Today, we rightly regard names like “Karl-Marx-Stadt” as a reminder of the insecurity of the East German regime

The nearest attempt at geographical significance comes in the form of the “Liberty Line”, which apparently refers to the “historical independence of the people of the Borough of Havering”. Of course, medieval liberties were never about the “independence of the people” — rather, they were areas in which the powers and responsibilities of the Crown were devolved to a local lord. Somehow, I can’t quite bring myself to believe that this nod towards a particular method of medieval administration was deliberate on TfL’s part. 

Taken together, these new names are a reminder that Britain is not just beset by public sector virtue signalling, but by the laziest, shallowest public sector virtue signalling imaginable. Our ruling class is not just sickeningly woke — they’re not even particularly good at it. 

If there is to be one silver lining on this particular cloud, let it be this — our left-liberal establishment’s obsession with reminding you that Britain is progressive and diverse is a sign of just how insecure their position is.
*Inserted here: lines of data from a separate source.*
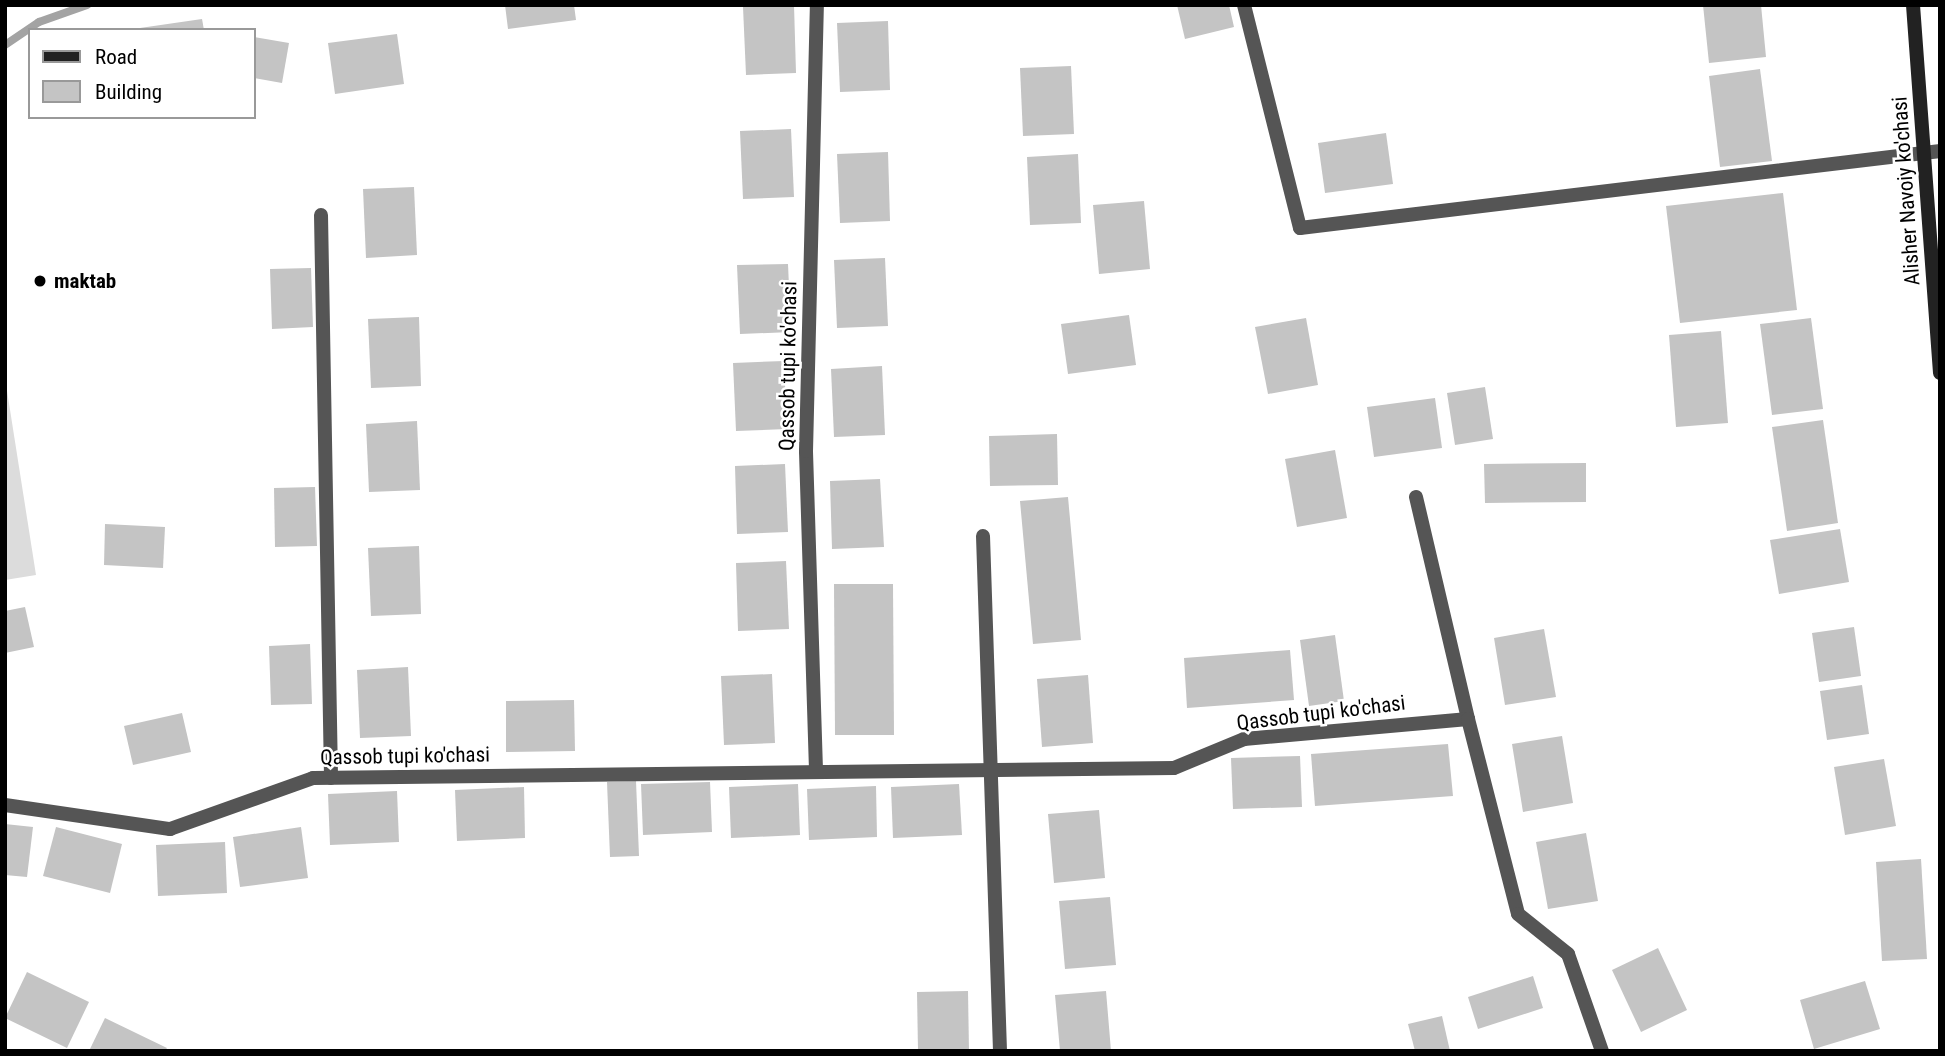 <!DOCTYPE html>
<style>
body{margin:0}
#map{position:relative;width:1945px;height:1056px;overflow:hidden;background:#fff;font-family:"Roboto Condensed",sans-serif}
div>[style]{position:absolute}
.green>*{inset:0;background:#dcdcdc}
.stream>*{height:8px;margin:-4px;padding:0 4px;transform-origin:4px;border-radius:4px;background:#a3a3a3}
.building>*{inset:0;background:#c4c4c4}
.service>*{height:14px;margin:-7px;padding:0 7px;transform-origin:7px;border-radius:7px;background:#555}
.minor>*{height:14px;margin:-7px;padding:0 7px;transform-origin:7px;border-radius:7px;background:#555}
.secondary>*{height:14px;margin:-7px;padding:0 7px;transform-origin:7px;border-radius:7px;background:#222}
.dots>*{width:19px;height:19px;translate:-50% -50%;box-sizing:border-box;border:4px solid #fff;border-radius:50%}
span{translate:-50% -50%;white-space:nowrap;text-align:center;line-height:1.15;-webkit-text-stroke:5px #fff;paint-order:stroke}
.street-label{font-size:21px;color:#000}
.poi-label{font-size:21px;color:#000;font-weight:700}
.left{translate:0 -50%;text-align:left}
.frame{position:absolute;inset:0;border:7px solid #000;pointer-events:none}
.legend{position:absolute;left:28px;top:28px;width:228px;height:91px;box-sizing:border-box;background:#fff;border:2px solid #999;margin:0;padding:9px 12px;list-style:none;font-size:21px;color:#000}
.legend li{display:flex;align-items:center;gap:14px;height:35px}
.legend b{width:35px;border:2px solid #999}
</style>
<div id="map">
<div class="green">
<i style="clip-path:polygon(5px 378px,36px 575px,5px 580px)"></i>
</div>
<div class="stream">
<i style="left:5px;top:45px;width:41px;rotate:-34.1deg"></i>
<i style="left:39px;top:22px;width:51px;rotate:-19.5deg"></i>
</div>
<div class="building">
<i style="clip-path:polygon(505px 5px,574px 5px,576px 20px,508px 29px)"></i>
<i style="clip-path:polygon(794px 5px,796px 73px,746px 75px,743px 7px)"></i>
<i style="clip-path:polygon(1177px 5px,1229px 5px,1234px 27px,1185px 39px)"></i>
<i style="clip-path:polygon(1703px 5px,1761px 5px,1766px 57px,1709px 63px)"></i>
<i style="clip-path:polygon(202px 19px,204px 30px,140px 30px,140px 28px)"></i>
<i style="clip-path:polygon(888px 21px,890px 90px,840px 92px,837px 23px)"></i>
<i style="clip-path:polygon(397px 34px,404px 84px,335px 94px,328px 43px)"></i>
<i style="clip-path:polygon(254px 37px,289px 43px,282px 83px,254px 78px)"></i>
<i style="clip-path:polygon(1071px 66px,1074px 134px,1023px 136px,1020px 68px)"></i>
<i style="clip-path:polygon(1760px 69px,1772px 161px,1720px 167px,1709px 76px)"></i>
<i style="clip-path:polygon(791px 129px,794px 197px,743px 199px,740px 131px)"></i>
<i style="clip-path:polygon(1386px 133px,1393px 184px,1325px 193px,1318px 143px)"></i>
<i style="clip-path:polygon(888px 152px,890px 221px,840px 223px,837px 154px)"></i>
<i style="clip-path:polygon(1078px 154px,1081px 223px,1030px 225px,1027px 157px)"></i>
<i style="clip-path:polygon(414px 187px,417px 255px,366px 258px,363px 189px)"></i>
<i style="clip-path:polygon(1783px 193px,1797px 310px,1680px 323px,1666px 206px)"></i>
<i style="clip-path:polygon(1144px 201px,1150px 269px,1099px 274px,1093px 205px)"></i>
<i style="clip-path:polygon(885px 258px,888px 326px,837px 328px,834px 260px)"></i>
<i style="clip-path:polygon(788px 264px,791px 332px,740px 334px,737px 265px)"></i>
<i style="clip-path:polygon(311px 268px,313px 327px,272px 329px,270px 269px)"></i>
<i style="clip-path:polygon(1129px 315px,1136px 365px,1068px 374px,1061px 324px)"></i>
<i style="clip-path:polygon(419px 317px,421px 386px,371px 388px,368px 319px)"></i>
<i style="clip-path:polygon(1306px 318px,1318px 385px,1268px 394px,1255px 327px)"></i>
<i style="clip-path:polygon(1811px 318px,1823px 409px,1772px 415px,1760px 324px)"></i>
<i style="clip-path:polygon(1721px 331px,1728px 423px,1676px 427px,1669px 335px)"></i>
<i style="clip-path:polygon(784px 361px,787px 429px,736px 431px,733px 363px)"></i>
<i style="clip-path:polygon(882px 366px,885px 435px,834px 437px,831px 369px)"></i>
<i style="clip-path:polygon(1485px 387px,1493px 439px,1455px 445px,1447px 393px)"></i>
<i style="clip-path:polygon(1435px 398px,1442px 448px,1374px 457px,1367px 407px)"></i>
<i style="clip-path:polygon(1823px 420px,1838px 523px,1787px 531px,1772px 427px)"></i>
<i style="clip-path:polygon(417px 421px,420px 490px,369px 492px,366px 424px)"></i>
<i style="clip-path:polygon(1057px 434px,1058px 485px,990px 486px,989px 436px)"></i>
<i style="clip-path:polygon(1335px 450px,1347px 518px,1297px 527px,1285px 459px)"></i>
<i style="clip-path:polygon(1586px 463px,1586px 502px,1485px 503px,1484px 464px)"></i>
<i style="clip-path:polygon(785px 464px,788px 532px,737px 534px,735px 466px)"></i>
<i style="clip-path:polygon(880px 479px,884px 547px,832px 549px,830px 481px)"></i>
<i style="clip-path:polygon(315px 487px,317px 546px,275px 547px,274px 488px)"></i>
<i style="clip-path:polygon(1068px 497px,1081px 640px,1033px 644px,1020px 501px)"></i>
<i style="clip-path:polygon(105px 524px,165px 527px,163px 568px,104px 565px)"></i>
<i style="clip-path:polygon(1840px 529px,1849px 582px,1779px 594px,1770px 540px)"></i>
<i style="clip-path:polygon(419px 546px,421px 614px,371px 616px,368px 548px)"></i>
<i style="clip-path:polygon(786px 561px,789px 629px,738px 631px,736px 563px)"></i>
<i style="clip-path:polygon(834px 584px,893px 584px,894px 735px,835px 735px)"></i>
<i style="clip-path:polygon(25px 607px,34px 647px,5px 653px,5px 611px)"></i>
<i style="clip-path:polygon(1854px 627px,1861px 676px,1819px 682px,1812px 633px)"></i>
<i style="clip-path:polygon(1544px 629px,1556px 697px,1505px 705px,1494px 638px)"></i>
<i style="clip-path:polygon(1335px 635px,1344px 701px,1309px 706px,1300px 640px)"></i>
<i style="clip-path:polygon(310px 644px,312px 704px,271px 705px,269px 646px)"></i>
<i style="clip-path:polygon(1290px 650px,1294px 700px,1187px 708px,1184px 658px)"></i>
<i style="clip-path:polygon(408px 667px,411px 736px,360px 738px,357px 670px)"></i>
<i style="clip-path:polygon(772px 674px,775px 743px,724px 745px,721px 676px)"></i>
<i style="clip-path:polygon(1088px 675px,1093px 743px,1042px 747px,1037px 679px)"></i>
<i style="clip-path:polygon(1862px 685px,1869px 734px,1827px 740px,1820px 691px)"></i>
<i style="clip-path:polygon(574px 700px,575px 751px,506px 752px,506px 701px)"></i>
<i style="clip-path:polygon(182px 713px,191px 752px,133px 765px,124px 726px)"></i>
<i style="clip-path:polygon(1562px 736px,1573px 803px,1523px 812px,1512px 744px)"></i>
<i style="clip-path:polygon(1448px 744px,1453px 796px,1315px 806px,1311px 754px)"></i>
<i style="clip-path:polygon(1300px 756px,1302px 807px,1233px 809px,1231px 758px)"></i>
<i style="clip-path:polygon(1884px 759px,1896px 826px,1845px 835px,1834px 767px)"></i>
<i style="clip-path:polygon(636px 781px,639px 856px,610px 857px,607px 782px)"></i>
<i style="clip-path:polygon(710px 782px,712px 832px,643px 835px,641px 784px)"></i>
<i style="clip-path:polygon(798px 784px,800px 835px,731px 838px,729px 787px)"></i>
<i style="clip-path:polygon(959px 784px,962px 835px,893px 838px,891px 787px)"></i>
<i style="clip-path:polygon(876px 786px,877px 837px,809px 840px,807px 789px)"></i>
<i style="clip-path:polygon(524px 787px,525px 838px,457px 841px,455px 790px)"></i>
<i style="clip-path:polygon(397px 791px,399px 842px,330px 845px,328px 794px)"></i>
<i style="clip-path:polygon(1099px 810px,1105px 878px,1054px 883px,1048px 814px)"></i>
<i style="clip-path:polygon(5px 824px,33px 827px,27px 877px,5px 875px)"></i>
<i style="clip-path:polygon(56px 827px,122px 844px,110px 893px,43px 876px)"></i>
<i style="clip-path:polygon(301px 827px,308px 878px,240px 887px,233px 837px)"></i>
<i style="clip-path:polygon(1586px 833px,1598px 901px,1548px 909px,1536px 842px)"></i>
<i style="clip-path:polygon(225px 842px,227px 893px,158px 896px,156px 845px)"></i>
<i style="clip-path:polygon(1921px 859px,1927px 959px,1882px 961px,1876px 862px)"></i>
<i style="clip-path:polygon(1110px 897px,1116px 965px,1065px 969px,1059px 901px)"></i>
<i style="clip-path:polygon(1658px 948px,1687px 1010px,1641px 1032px,1612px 970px)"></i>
<i style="clip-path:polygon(27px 972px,89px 1002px,67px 1048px,5px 1018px)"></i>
<i style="clip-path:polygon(1533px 976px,1543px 1008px,1478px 1029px,1468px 997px)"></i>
<i style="clip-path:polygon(1865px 981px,1880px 1029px,1814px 1049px,1800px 1000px)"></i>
<i style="clip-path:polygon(968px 991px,969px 1051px,918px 1051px,917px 992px)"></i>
<i style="clip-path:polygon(1106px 991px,1111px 1051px,1060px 1051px,1055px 995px)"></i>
<i style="clip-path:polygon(1442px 1016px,1450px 1051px,1415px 1051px,1408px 1024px)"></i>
<i style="clip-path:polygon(105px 1018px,167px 1048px,165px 1051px,89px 1051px)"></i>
</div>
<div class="service">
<i style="left:1416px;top:497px;width:228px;rotate:76.8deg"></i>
</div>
<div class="minor">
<i style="left:1244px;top:5px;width:230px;rotate:75.9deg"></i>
<i style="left:1300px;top:228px;width:645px;rotate:-6.86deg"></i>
<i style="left:321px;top:215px;width:563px;rotate:88.98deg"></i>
<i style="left:983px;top:536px;width:515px;rotate:88.11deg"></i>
<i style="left:816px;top:770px;width:319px;rotate:-91.8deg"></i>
<i style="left:806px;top:451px;width:446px;rotate:-88.6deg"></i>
<i style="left:5px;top:805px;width:167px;rotate:8.3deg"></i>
<i style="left:170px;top:829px;width:152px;rotate:-19.6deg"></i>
<i style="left:313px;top:778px;width:861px;rotate:-0.67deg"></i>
<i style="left:1174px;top:768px;width:76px;rotate:-22.5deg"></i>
<i style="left:1244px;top:739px;width:225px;rotate:-5.1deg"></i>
<i style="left:1468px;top:719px;width:201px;rotate:75.6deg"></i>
<i style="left:1518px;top:914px;width:64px;rotate:38.7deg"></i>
<i style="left:1568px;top:954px;width:103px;rotate:70.7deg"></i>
</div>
<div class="secondary">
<i style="left:1913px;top:5px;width:369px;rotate:85.8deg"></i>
</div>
<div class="dots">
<i style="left:40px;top:281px;background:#000"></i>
</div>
<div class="street-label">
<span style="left:1906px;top:191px;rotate:-94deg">Alisher Navoiy ko'chasi</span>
<span style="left:788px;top:366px;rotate:-89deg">Qassob tupi ko'chasi</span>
<span style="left:1321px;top:713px;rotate:-7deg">Qassob tupi ko'chasi</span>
<span style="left:405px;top:756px;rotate:-1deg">Qassob tupi ko'chasi</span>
</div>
<div class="poi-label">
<span class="left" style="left:54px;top:281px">maktab</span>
</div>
<div class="frame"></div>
<ul class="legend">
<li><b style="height:9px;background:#222"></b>Road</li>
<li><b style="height:19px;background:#c4c4c4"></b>Building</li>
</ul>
</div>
Don’t believe me? Between 1953 and 1990, the east German city of Chemnitz was known as “Karl-Marx-Stadt”, a clumsy tribute to the founding father of communism. This was not an isolated incident; the first few decades of the GDR’s existence were punctuated by an aggressive campaign of rebranding, as petty functionaries worked to erase any visible reminders of pre-communist Germany. Today, we rightly regard names like “Karl-Marx-Stadt” as a reminder of the insecurity of the East German regime — perhaps one day we’ll all look back on renaming campaigns like this one with a similar sense of ridicule.